REQUIRED ACTION: Strip out all images, then restate the data verbatim.

[INFORMATION SUPPLIED — start]

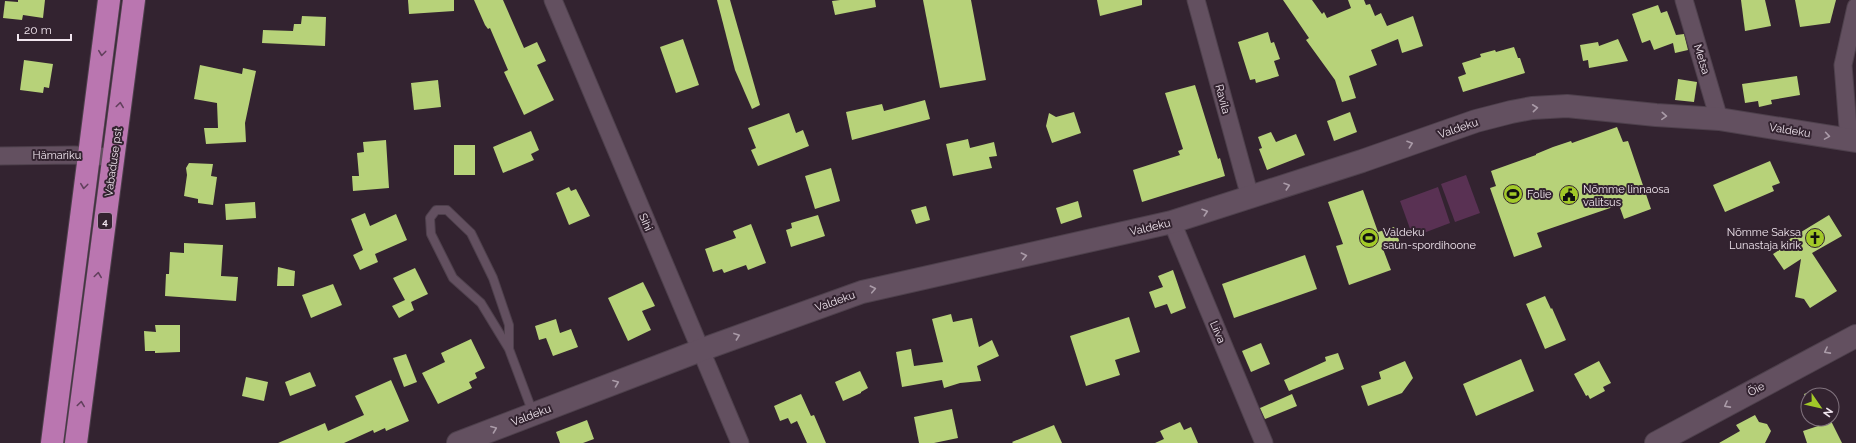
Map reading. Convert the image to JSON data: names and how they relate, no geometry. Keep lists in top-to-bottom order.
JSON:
{
  "streets": {
    "highway": ["Vabaduse pst", "4"],
    "street": [
      "Metsa",
      "Ravila",
      "Valdeku",
      "Hämariku",
      "Sihi",
      "Liiva",
      "Õie"
    ]
  },
  "crossings": [
    ["Metsa", "Valdeku"],
    ["Ravila", "Valdeku"],
    ["Valdeku", "Sihi"],
    ["Valdeku", "Liiva"],
    ["Hämariku", "Vabaduse pst"]
  ],
  "one_way": ["Valdeku", "Õie"],
  "places": {
    "sports": ["Folie", "Valdeku saun-spordihoone"],
    "public building": ["Nõmme linnaosa valitsus"],
    "church": ["Nõmme Saksa Lunastaja kirik"]
  },
  "scale_bar": "20 m",
  "north": "bottom right"
}
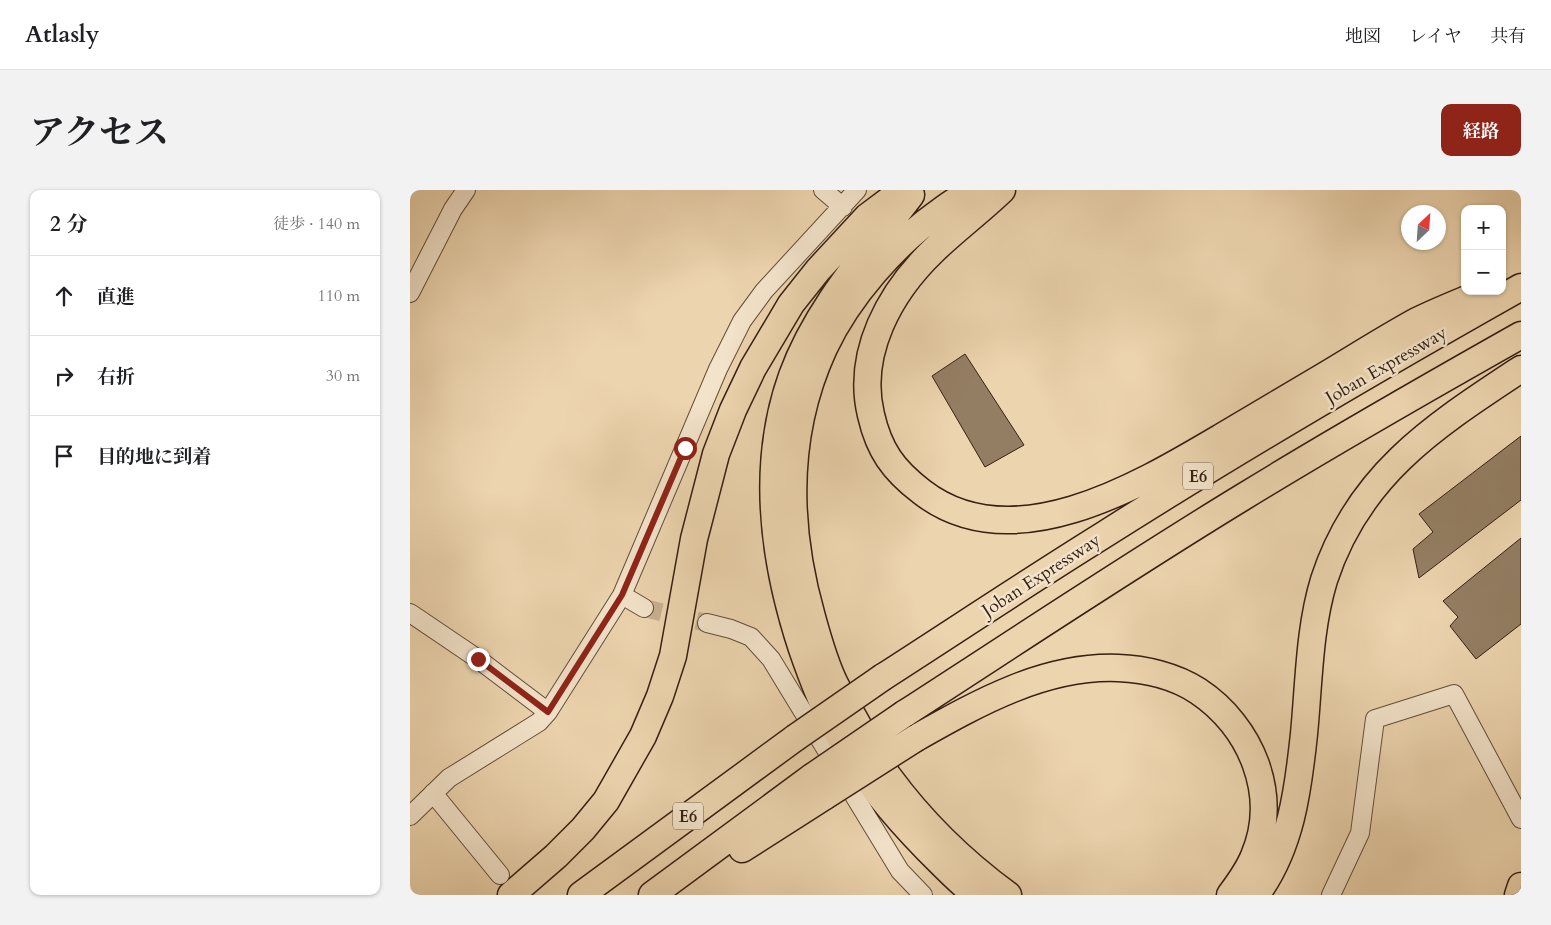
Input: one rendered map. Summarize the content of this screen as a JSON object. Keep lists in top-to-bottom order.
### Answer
{
  "streets": {
    "highway": ["Joban Expressway", "E6"]
  },
  "north": "top right",
  "page": {
    "header": "Atlasly",
    "nav": ["地図", "レイヤ", "共有"],
    "title": "アクセス",
    "buttons": "経路",
    "heading": ["2 分", "徒歩 · 140 m"],
    "map_buttons": ["+", "−"],
    "list": [
      ["直進", "110 m"],
      ["右折", "30 m"],
      "目的地に到着"
    ]
  }
}
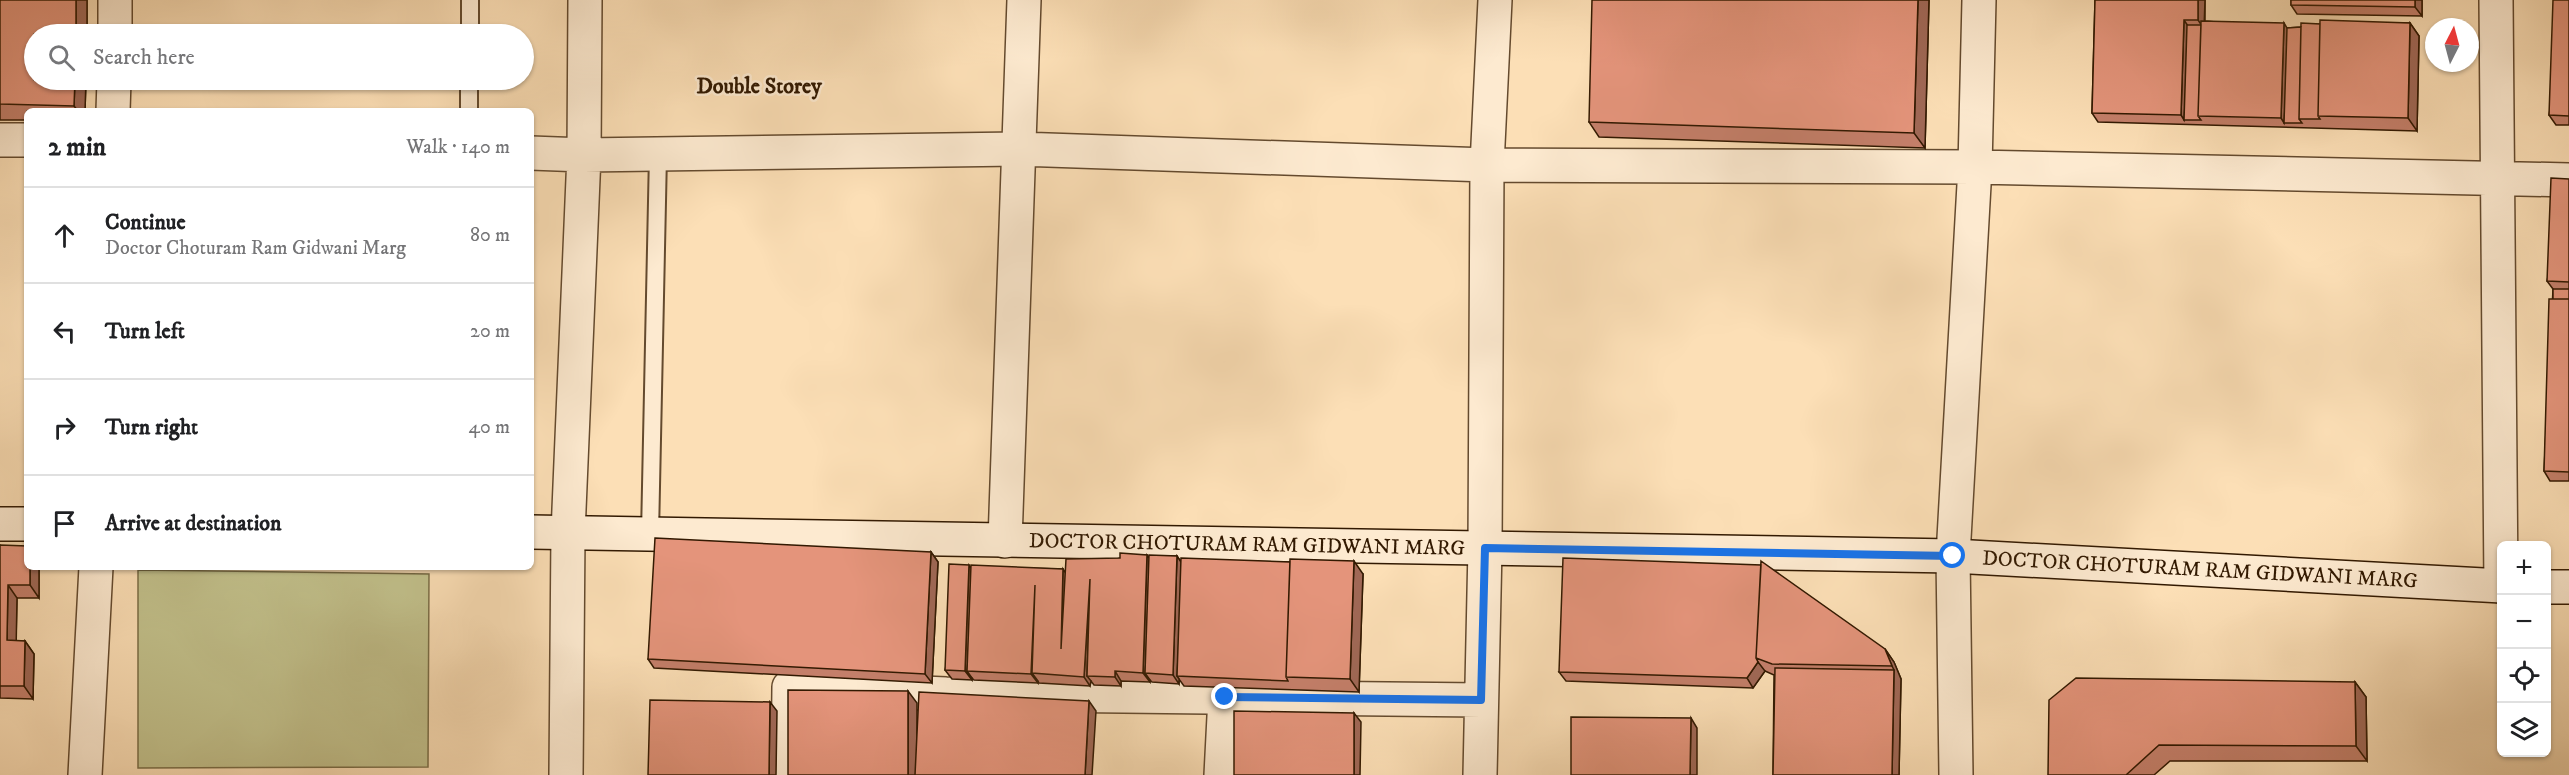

[INFORMATION SUPPLIED — finish]

TASK ANSWER:
Map reading. Convert the image to JSON data: names and how they relate, no geometry. Keep lists in top-to-bottom order.
JSON:
{
  "streets": {
    "highway": ["Vabaduse pst", "4"],
    "street": [
      "Metsa",
      "Ravila",
      "Valdeku",
      "Hämariku",
      "Sihi",
      "Liiva",
      "Õie"
    ]
  },
  "crossings": [
    ["Metsa", "Valdeku"],
    ["Ravila", "Valdeku"],
    ["Valdeku", "Sihi"],
    ["Valdeku", "Liiva"],
    ["Hämariku", "Vabaduse pst"]
  ],
  "one_way": ["Valdeku", "Õie"],
  "places": {
    "sports": ["Folie", "Valdeku saun-spordihoone"],
    "public building": ["Nõmme linnaosa valitsus"],
    "church": ["Nõmme Saksa Lunastaja kirik"]
  },
  "scale_bar": "20 m",
  "north": "bottom right"
}
Input: one rendered map. Summarize the content of this screen as a JSON object. Keep lists in top-to-bottom order.
### Answer
{
  "streets": {
    "highway": ["Joban Expressway", "E6"]
  },
  "north": "top right",
  "page": {
    "header": "Atlasly",
    "nav": ["地図", "レイヤ", "共有"],
    "title": "アクセス",
    "buttons": "経路",
    "heading": ["2 分", "徒歩 · 140 m"],
    "map_buttons": ["+", "−"],
    "list": [
      ["直進", "110 m"],
      ["右折", "30 m"],
      "目的地に到着"
    ]
  }
}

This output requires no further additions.